Jitendra Rathod, newsletter contributing editor, provides insights into how blockchain can help combat fake news.

Fake news, as we now understand it in our post-truth society, is actually not a thing born in the twenty-first century. It dates rather far back. To give you an idea of it being as old as history, consider the following example. In the first century BC, a campaign was run against Mark Antony by Octavian in order to discredit his reputation for political purposes, by representing him as a drunkard and a womanizer. He went as far as publishing a forged will, to give air to the misinformation which ultimately outraged the Roman population against Antony. 

After this historical reminder of the implications of fake news, let us now come back to our own digital age, where spreading rumors and lies for manipulation on a mass level is much easier than it was in those times. Fake news is too dangerous a malady to be ignored. As it has become easier with digital news for such misinformed contents to flow unhindered, fake news is not only limited to the complex world of social networking but has made its way into mainstream journalism as well. Once propagated, the damage it can cause is nothing which can be taken with a good-humored laugh; its implications being dreadful: tarnished reputations, political manipulations, and sensational tumults. 

However, is the problem of fake news really that intense? Has it managed to affect our world on a horrendous scale? Is its power exaggerated? 

5 Instances Proving How Fake News Can Have Devastating Consequences

  • India is battling worse with fake news since the country does not have a policy for media verification. As a result, fake news circulated on social media platforms like WhatsApp often result in mob lynchings. On the political field too, fake news makes the country suffer; oftentimes images and video clips from Syrian and Iraqi civil wars are made to pass off as from the Kashmir conflict, contributing to the rise of unrest and insurgency. 
  • A study of web traffic in the United States before elections, conducted by Professor Philip N. Howard at the University of Oxford revealed that around one half of all the news on Twitter about Michigan was fake. Facebook too was flooded with fake news before the U.S. presidential election, no doubt becoming a strong determining factor. 
  • Fake news carries in itself the potential to lead countries into war against each other, no joke. In 2016, after a fake news spread of Avigdor Lieberman, the Israeli Ministry of Defense saying that if Pakistan sent its troops to Syria, Israel would nuke the country; Pakistan’s Minister of Defence retorted on Twitter, with a threat to nuke Israel in return. 
  • Fake news can be used as a weapon to target minorities as well. It has happened in Myanmar, where fraudulent stories regarding Rohingyas led to a rise in violence against Muslims in the country. 
  • In 1996, in consequence of fake news, Western Wall Tunnel riots resulted in the loss of human lives. 

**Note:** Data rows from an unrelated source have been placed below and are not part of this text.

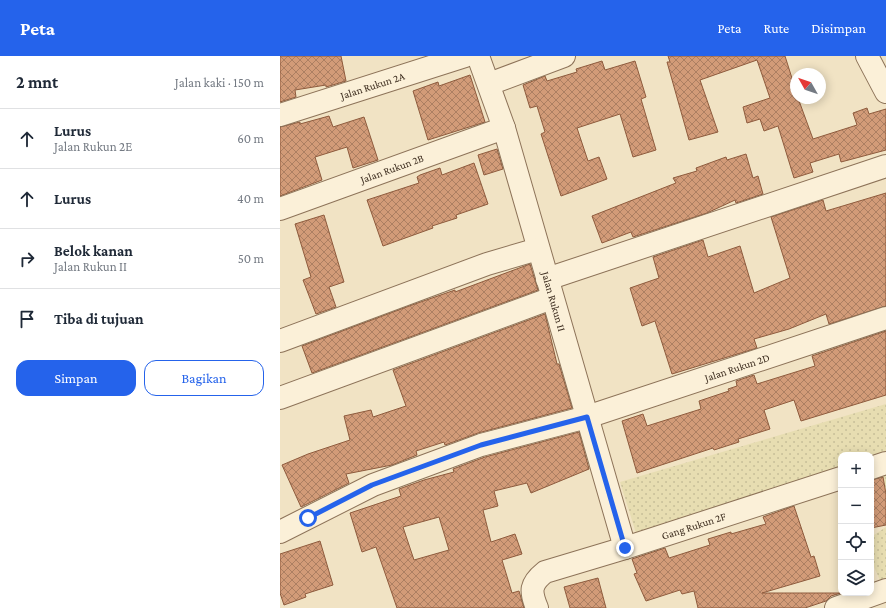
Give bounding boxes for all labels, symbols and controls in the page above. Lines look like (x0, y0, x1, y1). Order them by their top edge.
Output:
text: Peta (20, 18, 55, 39)
text: Peta (718, 20, 742, 36)
text: Rute (764, 20, 789, 36)
text: Disimpan (811, 20, 866, 36)
north arrow (790, 68, 826, 104)
street label: Jalan Rukun 2A (338, 69, 407, 103)
text: 2 mnt (16, 73, 58, 92)
text: Jalan kaki · 150 m (175, 75, 264, 90)
text: Lurus (54, 123, 91, 139)
icon: ahead (16, 128, 38, 150)
text: 60 m (237, 131, 264, 146)
text: Jalan Rukun 2E (54, 139, 132, 154)
street label: Jalan Rukun 2B (358, 152, 425, 187)
icon: ahead (16, 188, 38, 210)
text: Lurus (54, 191, 91, 207)
text: 40 m (237, 191, 264, 206)
text: Belok kanan (54, 243, 133, 259)
icon: right (16, 248, 38, 270)
text: 50 m (238, 251, 264, 266)
text: Jalan Rukun II (54, 259, 127, 274)
street label: Jalan Rukun II (538, 269, 568, 333)
icon: arrive (16, 308, 38, 330)
text: Tiba di tujuan (54, 311, 144, 327)
street label: Jalan Rukun 2D (702, 351, 771, 385)
button: Simpan (16, 360, 136, 396)
button: Bagikan (144, 360, 264, 396)
map controls (838, 452, 874, 596)
button: + (838, 452, 874, 488)
button: − (838, 488, 874, 524)
route start (299, 509, 317, 527)
street label: Gang Rukun 2F (660, 510, 728, 542)
button: locate (838, 524, 874, 560)
route end (616, 539, 634, 557)
button: layers (838, 560, 874, 596)

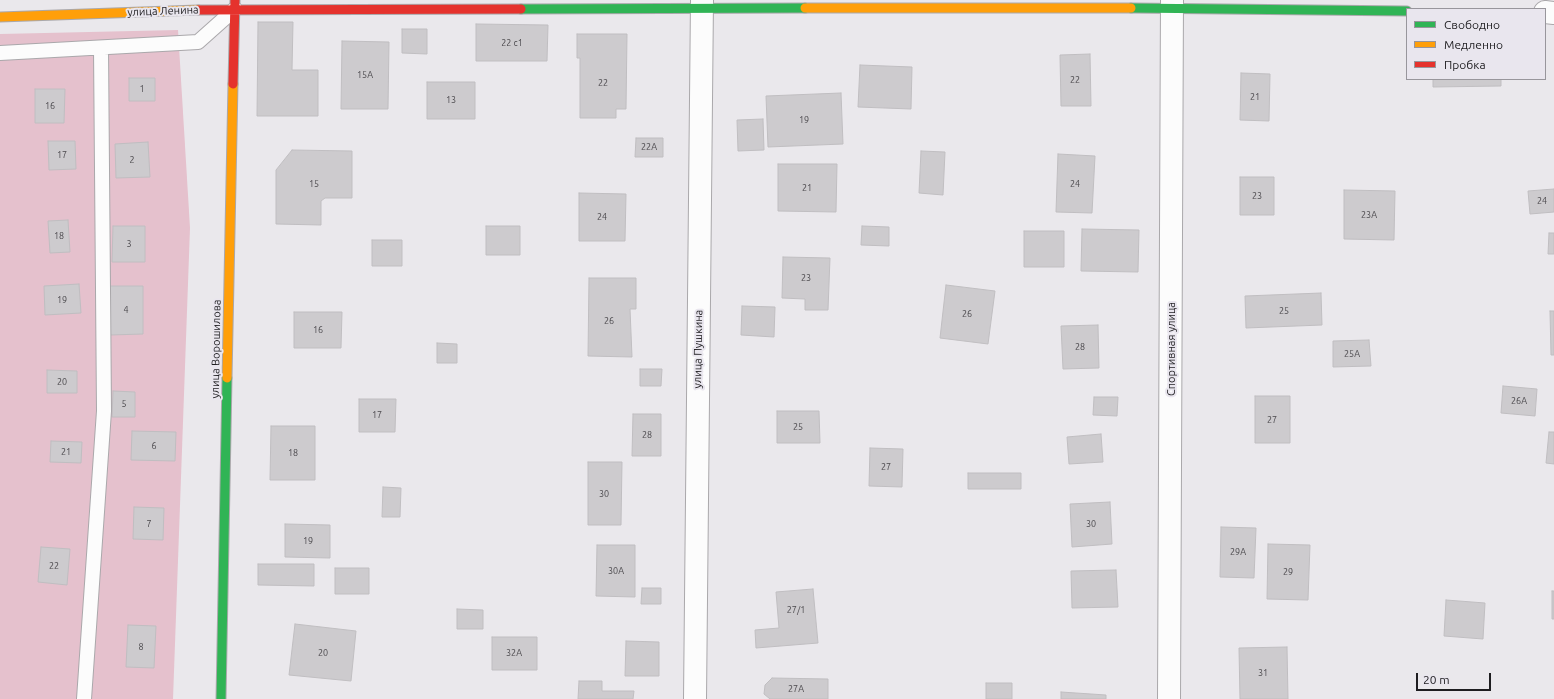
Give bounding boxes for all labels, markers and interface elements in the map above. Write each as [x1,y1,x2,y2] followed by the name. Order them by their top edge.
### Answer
[127,3,199,19] street label: улица Ленина
[1406,8,1546,80] legend
[1444,18,1500,31] text: Свободно
[501,38,523,48] house number: 22 с1
[1444,38,1503,51] text: Медленно
[1444,58,1486,71] text: Пробка
[357,70,373,80] house number: 15А
[1070,75,1080,85] house number: 22
[598,78,608,88] house number: 22
[139,84,145,94] house number: 1
[1250,92,1260,102] house number: 21
[446,95,456,105] house number: 13
[45,101,55,111] house number: 16
[799,115,809,125] house number: 19
[641,142,657,152] house number: 22А
[57,150,67,160] house number: 17
[129,155,135,165] house number: 2
[309,179,319,189] house number: 15
[1070,179,1080,189] house number: 24
[802,183,812,193] house number: 21
[1252,191,1262,201] house number: 23
[1537,196,1547,206] house number: 24
[1361,210,1377,220] house number: 23А
[597,212,607,222] house number: 24
[54,231,64,241] house number: 18
[126,239,132,249] house number: 3
[801,273,811,283] house number: 23
[57,295,67,305] house number: 19
[209,299,223,399] street label: улица Ворошилова
[1164,302,1178,396] street label: Спортивная улица
[123,305,129,315] house number: 4
[1279,306,1289,316] house number: 25
[962,309,972,319] house number: 26
[691,310,705,388] street label: улица Пушкина
[604,316,614,326] house number: 26
[313,325,323,335] house number: 16
[1075,342,1085,352] house number: 28
[1344,349,1360,359] house number: 25А
[57,377,67,387] house number: 20
[1511,396,1527,406] house number: 26А
[121,399,127,409] house number: 5
[372,410,382,420] house number: 17
[1267,415,1277,425] house number: 27
[793,422,803,432] house number: 25
[642,430,652,440] house number: 28
[151,441,157,451] house number: 6
[61,447,71,457] house number: 21
[288,448,298,458] house number: 18
[881,462,891,472] house number: 27
[599,489,609,499] house number: 30
[146,519,152,529] house number: 7
[1086,519,1096,529] house number: 30
[303,536,313,546] house number: 19
[1230,547,1246,557] house number: 29А
[49,561,59,571] house number: 22
[608,566,624,576] house number: 30А
[1283,567,1293,577] house number: 29
[787,605,805,615] house number: 27/1
[138,642,144,652] house number: 8
[318,648,328,658] house number: 20
[506,648,522,658] house number: 32А
[1418,665,1493,691] scale bar
[1258,668,1268,678] house number: 31
[1423,673,1450,686] text: 20 m
[788,684,804,694] house number: 27А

We have now seen all the wreck fake news is capable of causing and more. From riots to insurgencies, to bilateral hostilities, to political manipulation, to violence against minorities, the implications of fake news are far greater than calculated. What then must be done to combat it? 

Fighting Fake News the Blockchain Way

States have often tried to find a solution to the threat imposed by fake news. For instance, Russia passed a bill in March 2019, for banning websites from publishing fake news. However, due to the immense number of factors playing in our digital age, it is very difficult to fetter fraudulent misinformation from spreading wide. The problem demands a modern solution; and what, if not blockchain? 

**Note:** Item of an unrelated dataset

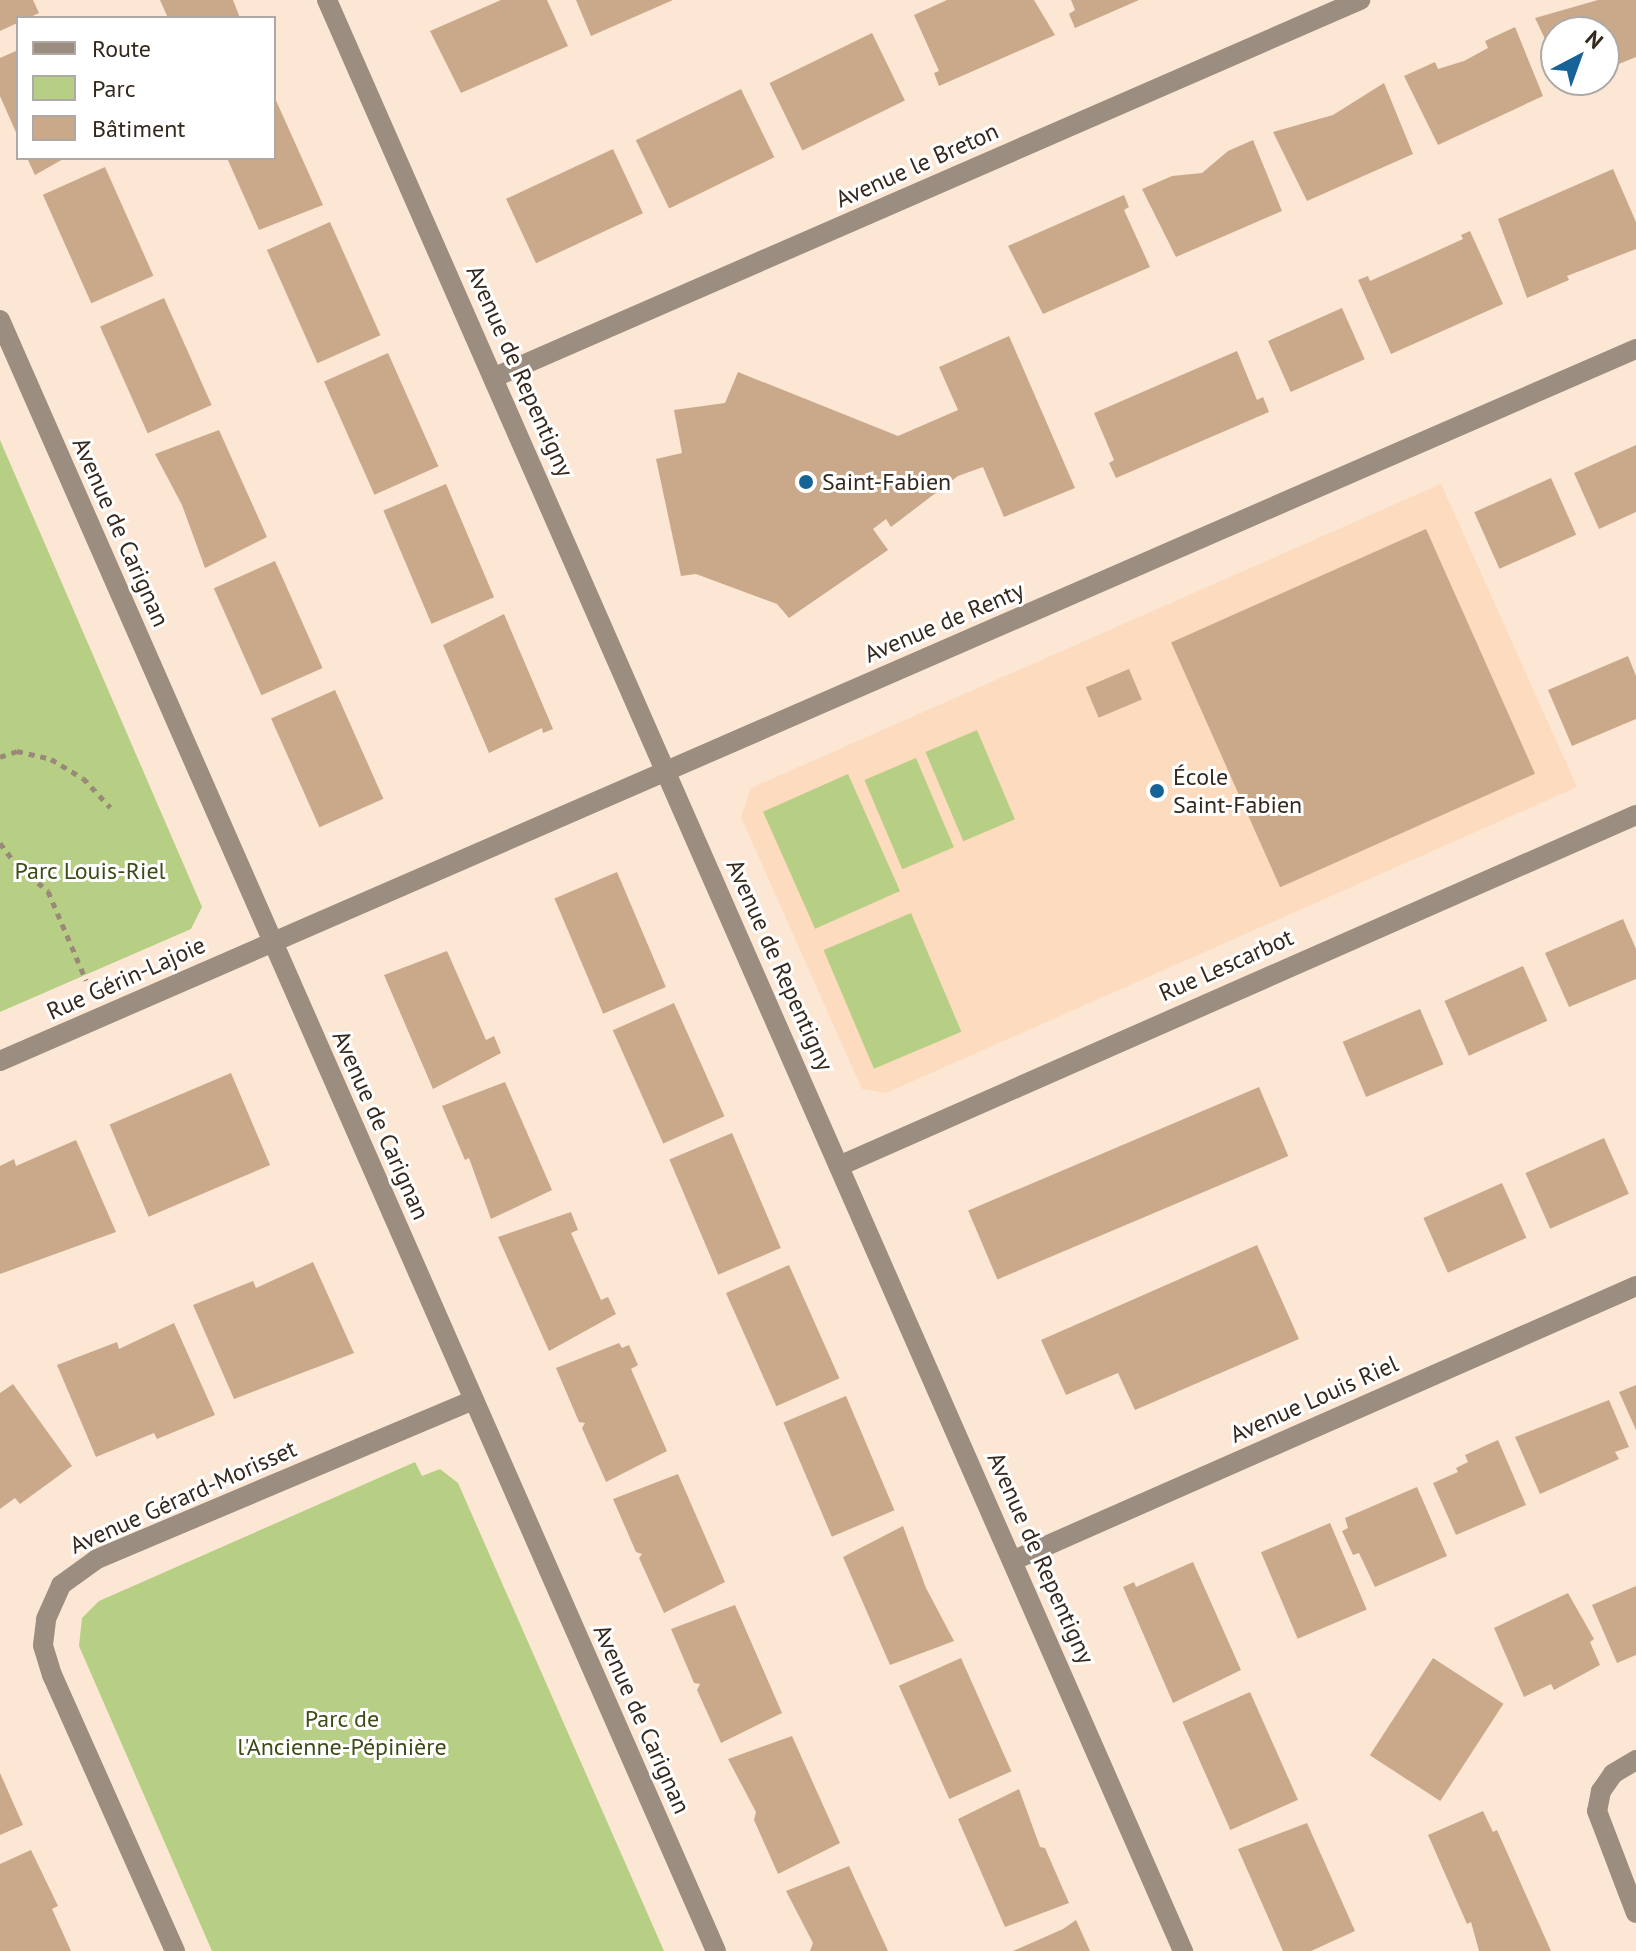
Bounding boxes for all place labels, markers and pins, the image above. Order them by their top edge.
place label: Saint-Fabien [822,468,951,496]
marker: Saint-Fabien [797,473,815,491]
place label: École Saint-Fabien [1173,763,1302,819]
marker: École Saint-Fabien [1148,782,1166,800]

An example of the possibilities of using blockchain against fake news is set by the media giant New York Times. Their News Provenance Project plans to use distributed ledger technology for verifying the news source and detecting if the news has been subject to any change. The leader of the project, Sasha Koren, maintained that blockchain holds the key to ending the nuisance of fake news.

Other institutions have been taking the same path as well; like the French telecom company Orange, which, even before NPP, signed up with safe.press solution to combat fake news through blockchain. It aims at presenting to the users the authentic source of a press release. 

Both these projects are not very dissimilar in their objectives as well as their modus operandi. Both have sought the innovative solution to combat fake news the blockchain way. However, would it really help? 

Parting Words: Is Blockchain Capable of Delivering a Final Blow to Fake News? 

If the states and regulatory authorities have failed to successfully tackle fake news in the present times, it is because of the innumerable sources from which it springs, and an almost Herculean effort that is required to check them all. 

We have already seen that fake news is not something that the modern age has given birth to. However, we should also not fail to admit that modern fake news and its consequences are far dire in the digital age than it used to be in the past. Fake news today is capable of not only culminating hatred and targeting groups but also of determining (and consequently compromising) state elections. Therefore, the problem of modern fake news requires a modern solution.

In this sense, the steps taken by institutions such as the New York Times are not only innovative and noble but also carry in themselves the potential to have a far-reaching impact on curbing fake news, which manually would not have been possible. Only a technology like blockchain can handle a problem of such high numbers and thus prevent many damages from being done. Thus, it is fair to conclude that blockchain, in the future, would stand a firm combatant against fake news.